§ **What the exercise asks**: Return the listing below exactly. Leave its pictures out.

§ **Provided entries**:
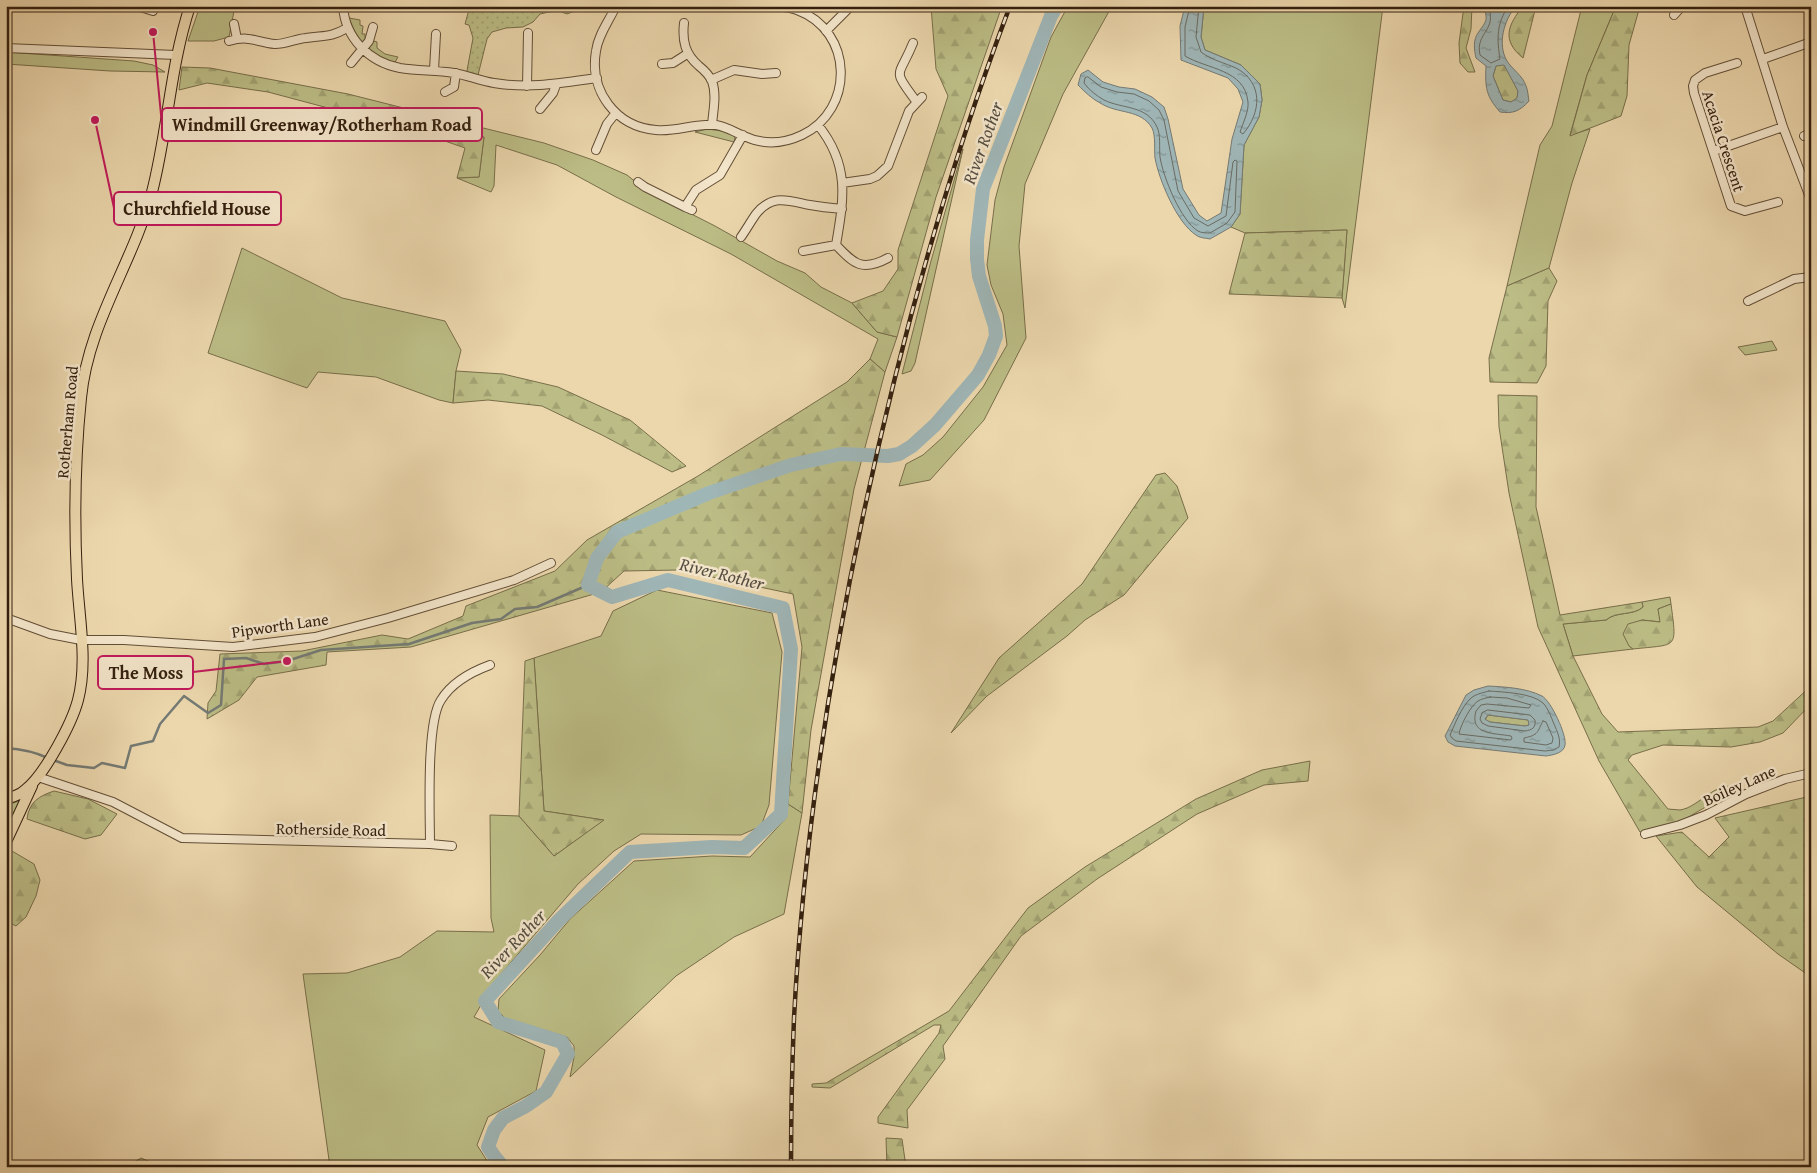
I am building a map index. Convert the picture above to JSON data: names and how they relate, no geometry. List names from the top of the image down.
{
  "streets": {
    "main road": ["Rotherham Road"],
    "street": [
      "Acacia Crescent",
      "Pipworth Lane",
      "Boiley Lane",
      "Rotherside Road"
    ]
  },
  "crossings": [
    ["Rotherham Road", "Pipworth Lane"],
    ["Rotherham Road", "Rotherside Road"]
  ],
  "water": ["River Rother"],
  "places": ["Windmill Greenway/Rotherham Road", "Churchfield House", "The Moss"]
}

§ **Response to this exercise**:
I am building a map index. Convert the picture above to JSON data: names and how they relate, no geometry. List names from the top of the image down.
{
  "streets": {
    "main road": ["Rotherham Road"],
    "street": [
      "Acacia Crescent",
      "Pipworth Lane",
      "Boiley Lane",
      "Rotherside Road"
    ]
  },
  "crossings": [
    ["Rotherham Road", "Pipworth Lane"],
    ["Rotherham Road", "Rotherside Road"]
  ],
  "water": ["River Rother"],
  "places": ["Windmill Greenway/Rotherham Road", "Churchfield House", "The Moss"]
}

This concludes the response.